A Note on “Low Light” Expectations
No plant grows faster in low light than it does in bright light. If you want lush, fast growth from any of these plants, a grow light will make a meaningful difference; even a simple LED strip on a timer works well.
But the plants above will hold their own in the kind of light most apartments actually have. “The north-facing rooms people worry about most are often well-suited to a surprisingly long list of species,” says Summer Rayne Oakes, plant educator and author of How to Make a Plant Love You. “These plants evolved on forest floors. Your dim corner isn’t bad. It’s familiar.”
The trick isn’t finding a magical plant that doesn’t need light. It’s picking a plant whose natural habitat has prepared it for life without direct sun.
🌿 Need reminders tailored to your exact plant setup?
KnowYourPlant tracks your species, pot size, and season to tell you exactly when to water and what to fix.
Try KnowYourPlantFrequently Asked Questions
What is the best plant for a room with very little light? ZZ plant and cast iron plant tolerate the lowest light levels. But even they need some ambient light. No houseplant survives in complete darkness. For a truly windowless room, a small LED grow light on a 12-hour timer is the honest answer.
Do low-light plants still need some light? Yes. “Low light” means dim indirect or ambient light, not darkness. Every plant needs photosynthesis to survive. The plants on this list do it on less light than most, but they still need it.
Which low-light plants are safe for cats? Spider plant, parlor palm, bird’s nest fern, calathea, prayer plant, nerve plant, and peperomia are all non-toxic to cats. ZZ plant, pothos, snake plant, peace lily, and monstera are toxic. Check the table above before buying.
How do I know if my room has low light? The shadow test: hold your hand 12 inches above a white sheet of paper in your spot. Faint, fuzzy shadow means low light. Sharp, defined shadow means bright indirect. No shadow at all means too dark for most plants.

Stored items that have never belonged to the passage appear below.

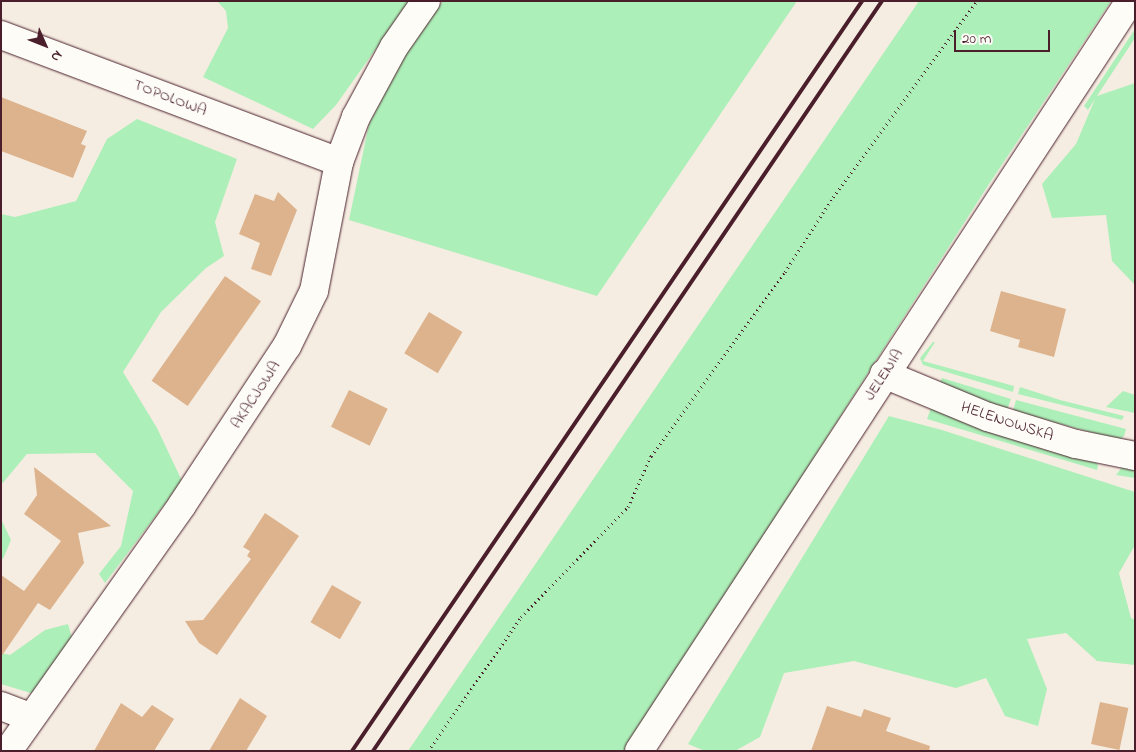 <!DOCTYPE html>
<html>
<head>
<meta charset="utf-8">
<style>
  body { margin:0 }
  #map { position:relative; width:1136px; height:752px; overflow:hidden; background:#f6ede2; font-family:"Indie Flower",sans-serif }
  div>[style] { position:absolute }
  [style*='--x'] { left:calc(var(--x)*1px); top:calc(var(--y)*1px); width:calc(var(--w)*1px); rotate:calc(var(--a)*1deg) }
  .green>* { inset:0; background:#adefb8 }
  .building>* { inset:0; background:#dcb38d; transform-origin:0 0 }
  .path>* { height:3px; margin-top:-1.5px; transform-origin:0; background:repeating-linear-gradient(90deg,#4a1f2b 0 1px,transparent 0 5px) }
  .roads { filter:drop-shadow(0 0 1px #4a1f2b) drop-shadow(0 0 1px #4a1f2b) }
  .minor>* { height:28px; margin:-14px; padding:0 14px; transform-origin:14px; border-radius:14px; background:#fdfcf7 }
  .rail>* { height:4px; margin:-2px; padding:0 2px; transform-origin:2px; border-radius:2px; background:#4a1f2b }
  span { translate:-50% -50%; white-space:nowrap; text-align:center; line-height:1.15; -webkit-text-stroke:5px #fdfcf7; paint-order:stroke }
  .street-label { font-size:16px; color:#4a1f2b }
  .frame { position:absolute; inset:0; border:2px solid #4a1f2b; pointer-events:none }
  .north { position:absolute; left:20px; top:20px; width:50px; height:50px; -webkit-text-stroke:4px #fdfcf7; paint-order:stroke; rotate:134deg; font-size:14px; font-weight:700; line-height:20px; text-align:center; color:#4a1f2b }
  .north::after { content:''; display:block; margin:auto; width:18px; height:22px; background:#4a1f2b; clip-path:polygon(50% 0,100% 100%,50% 72%,0 100%) }
  .scale { position:absolute; left:954px; top:30px; width:96px; height:22px; box-sizing:border-box; border:2px solid #4a1f2b; border-top:0; padding-left:6px; font-size:15px; line-height:18px; white-space:nowrap; color:#4a1f2b; -webkit-text-stroke:4px #fdfcf7; paint-order:stroke }
</style>
</head>
<body>
<div id="map">
  <div class="green">
    <div style="clip-path:polygon(217px 1px,410px 1px,336px 105px,313px 129px,203px 77px,228px 28px,226px 11px)"></div>
    <div style="clip-path:polygon(443px 1px,797px 1px,597px 296px,349px 220px,369px 124px,406px 53px)"></div>
    <div style="clip-path:polygon(919px 1px,1111px 1px,989px 184px,626px 751px,408px 751px)"></div>
    <div style="clip-path:polygon(1135px 29px,1135px 38px,1097px 96px,1135px 83px,1135px 285px,1112px 261px,1106px 215px,1052px 218px,1042px 184px,1076px 144px,1095px 99px,1088px 110px,1084px 106px)"></div>
    <div style="clip-path:polygon(137px 119px,237px 159px,215px 222px,224px 256px,206px 268px,161px 312px,123px 372px,157px 428px,182px 481px,105px 583px,99px 574px,121px 546px,133px 491px,95px 453px,27px 454px,1px 485px,1px 214px,15px 217px,76px 201px,107px 139px)"></div>
    <div style="clip-path:polygon(933px 342px,935px 342px,923px 361px,1014px 386px,1013px 392px,923px 365px,920px 358px)"></div>
    <div style="clip-path:polygon(942px 378px,1011px 399px,1007px 410px,939px 384px)"></div>
    <div style="clip-path:polygon(1020px 387px,1060px 400px,1124px 416px,1122px 420px,1018px 394px)"></div>
    <div style="clip-path:polygon(1123px 391px,1135px 395px,1135px 413px,1106px 407px)"></div>
    <div style="clip-path:polygon(1016px 400px,1126px 429px,1124px 436px,1119px 440px,1013px 411px)"></div>
    <div style="clip-path:polygon(931px 408px,1094px 459px,1098px 465px,1097px 470px,927px 419px)"></div>
    <div style="clip-path:polygon(889px 416px,942px 430px,1135px 492px,1135px 545px,1119px 573px,1131px 618px,1135px 620px,1135px 665px,1097px 661px,1066px 633px,1027px 639px,1047px 689px,1038px 726px,1005px 716px,986px 678px,956px 688px,854px 661px,784px 673px,760px 737px,735px 751px,705px 751px,688px 744px)"></div>
    <div style="clip-path:polygon(1123px 466px,1135px 468px,1135px 478px,1116px 475px)"></div>
    <div style="clip-path:polygon(1px 519px,11px 540px,3px 559px,1px 559px)"></div>
    <div style="clip-path:polygon(68px 624px,74px 645px,34px 694px,1px 684px,1px 653px,10px 655px,45px 630px)"></div>
  </div>
  <div class="building">
    <div style="clip-path:polygon(1px 97px,87px 131px,81px 144px,86px 146px,73px 178px,1px 151px)"></div>
    <div style="clip-path:polygon(278px 192px,297px 210px,271px 276px,251px 269px,260px 243px,239px 234px,255px 194px,274px 201px)"></div>
    <div style="left:225px;top:276px;width:44px;height:128px;rotate:35deg"></div>
    <div style="clip-path:polygon(1001px 291px,1066px 309px,1054px 357px,1018px 347px,1020px 340px,990px 331px)"></div>
    <div style="left:429px;top:312px;width:39px;height:48px;rotate:31deg"></div>
    <div style="left:349px;top:390px;width:43px;height:41px;rotate:26deg"></div>
    <div style="clip-path:polygon(34px 467px,111px 526px,78px 533px,84px 563px,50px 610px,38px 603px,1px 657px,1px 575px,24px 591px,61px 541px,24px 514px,37px 495px)"></div>
    <div style="clip-path:polygon(265px 513px,299px 536px,217px 655px,199px 643px,185px 621px,203px 620px,251px 559px,247px 556px,250px 551px,243px 547px)"></div>
    <div style="left:332px;top:585px;width:34px;height:43px;rotate:30deg"></div>
    <div style="clip-path:polygon(240px 698px,267px 716px,246px 751px,209px 751px)"></div>
    <div style="left:1100px;top:702px;width:29px;height:43px;rotate:12deg"></div>
    <div style="clip-path:polygon(121px 703px,142px 717px,152px 705px,174px 719px,154px 751px,94px 751px)"></div>
    <div style="clip-path:polygon(827px 706px,861px 717px,864px 709px,891px 718px,886px 731px,930px 746px,929px 751px,811px 751px)"></div>
  </div>
  <div class="path">
    <div style="--x:428;--y:751;--w:163;--a:-55.2"></div>
    <div style="--x:521;--y:617;--w:153;--a:-45.8"></div>
    <div style="--x:628;--y:507;--w:56;--a:-65.7"></div>
    <div style="--x:651;--y:456;--w:228;--a:-53.9"></div>
    <div style="--x:785;--y:272;--w:89;--a:-57.4"></div>
    <div style="--x:833;--y:197;--w:243;--a:-53.7"></div>
  </div>
  <div class="roads">
    <div class="minor">
      <div style="--x:1;--y:35;--w:361;--a:20.6"></div>
      <div style="--x:884;--y:374;--w:113;--a:22.5"></div>
      <div style="--x:988;--y:417;--w:92;--a:17.1"></div>
      <div style="--x:1076;--y:444;--w:60;--a:11.5"></div>
      <div style="--x:1;--y:706;--w:31;--a:21"></div>
      <div style="--x:8;--y:751;--w:301;--a:-54.7"></div>
      <div style="--x:182;--y:505;--w:191;--a:-56.6"></div>
      <div style="--x:287;--y:346;--w:61;--a:-63.9"></div>
      <div style="--x:314;--y:291;--w:131;--a:-79"></div>
      <div style="--x:339;--y:162;--w:48;--a:-69.3"></div>
      <div style="--x:356;--y:117;--w:80;--a:-61.5"></div>
      <div style="--x:394;--y:47;--w:56;--a:-55.2"></div>
      <div style="--x:639;--y:751;--w:896;--a:-56.79"></div>
    </div>
  </div>
  <div class="rail">
    <div style="--x:352;--y:751;--w:907;--a:-55.78"></div>
    <div style="--x:373;--y:751;--w:906;--a:-55.84"></div>
  </div>
  <div class="street-label">
    <span style="left:170px;top:98px;rotate:21deg">TOPOLOWA</span>
    <span style="left:884px;top:375px;rotate:-57deg">JELENIA</span>
    <span style="left:256px;top:395px;rotate:-57deg">AKACJOWA</span>
    <span style="left:1007px;top:422px;rotate:18deg">HELENOWSKA</span>
  </div>
  <div class="frame"></div>
  <div class="north">N</div>
  <div class="scale">20 m</div>
</div>
</body>
</html>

Can I grow these plants under artificial light? Yes. Low-light plants don’t need specialized grow lights; even a bright desk lamp or standard fluorescent ceiling light helps significantly. LED grow lights are more effective if you want real growth, but most plants on this list will hold steady under ordinary indoor lighting.
What month should I repot low-light plants? Spring is the best window, typically March to May when days are lengthening and the plant is preparing to grow. Repotting in winter stresses a plant that’s already in a low-energy period. If the roots are visibly circling or poking out of drainage holes in winter, wait until March if you can.